Poland Relents On Controversial Holocaust Law

The law allowed up to three years in prison for saying that Poland took part in Nazi war crimes.

The Polish Parliament has reversed course on a controversial law passed in February that made it a crime to say the country was complicit in the Nazi war crimes of World War II. 

The law, which sparked international outcry for its threat to free speech and its attempt to revise history, allowed up to three years in prison for saying that Poland took part in Nazi war crimes. Polish Prime Minister Mateusz Morawiecki said Wednesday that the law will be amended so violators will not be imprisoned. 

The law criminalized use of the phrase “Polish death camps,” claiming it was misleading because the Polish state did not control the Nazi concentration camps. The measure was meant “to defend the good name of Poland,” according to Morawiecki’s office. 

“For several dozen years, Poland has been repeatedly slandered and portrayed as Hitler’s accomplice, therefore, defending the good name of our nation against statements that have nothing to do with historical truth seems to be an obvious and necessary stance,” Poland’s Institute of National Remembrance said .

During World War II, Germany occupied Poland , where it ran six concentration camps — including the infamous Auschwitz-Birkenau site — in which Jews and other groups whom the Nazis considered enemies were killed. About 6 million people were estimated to have been killed in Poland. The dead included 3 million Polish citizens who were Jewish.

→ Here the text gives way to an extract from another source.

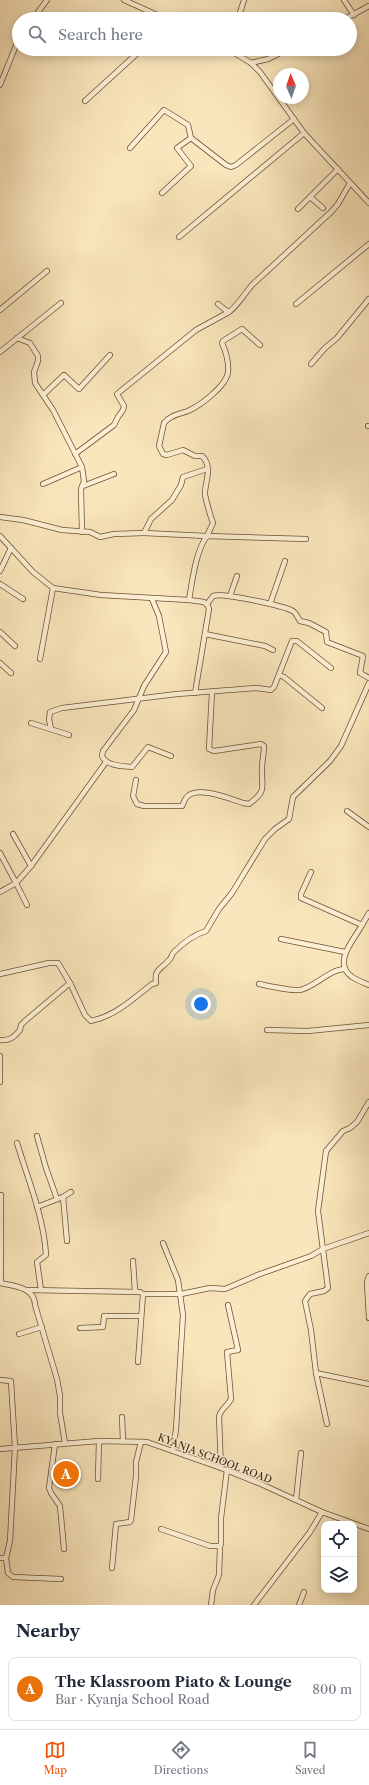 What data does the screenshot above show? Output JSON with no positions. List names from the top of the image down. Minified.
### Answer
{"streets":{"street":["KYANJA SCHOOL ROAD"]},"north":"top","page":{"search":"Search here","pins":"A","heading":"Nearby","list":[{"mark":"A","name":"The Klassroom Piato & Lounge","note":"Bar · Kyanja School Road","value":"800 m"}],"nav":["Map","Directions","Saved"]}}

The law drew international condemnation. 

“This draft legislation could undermine free speech and academic discourse,” the U.S. Department of State said in a statement before the measure passed. “We are also concerned about the repercussions this draft legislation, if enacted, could have on Poland’s strategic interests and relationships including with the United States and Israel.”

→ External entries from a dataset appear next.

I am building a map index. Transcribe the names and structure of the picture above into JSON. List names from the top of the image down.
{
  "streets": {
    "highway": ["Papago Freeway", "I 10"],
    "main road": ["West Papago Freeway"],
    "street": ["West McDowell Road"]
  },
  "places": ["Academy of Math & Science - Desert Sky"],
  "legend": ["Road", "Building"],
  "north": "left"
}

Israel also condemned the law, with some officials likening it to Holocaust denial. Poland’s revision was likely an attempt to repair the diplomatic tension between the two countries.

Ronald Lauder, president of the World Jewish Congress, said in a statement that the organization appreciates the Polish government’s actions, but urged it to reconsider the law entirely.

“The law as it stands now stifles any real discussion of the extent to which local Poles were complicit in the annihilation of their Jewish neighbors during the German occupation,” Lauder said. “It sets a dangerous precedent and is contrary to the values Poland has worked to uphold and promote.”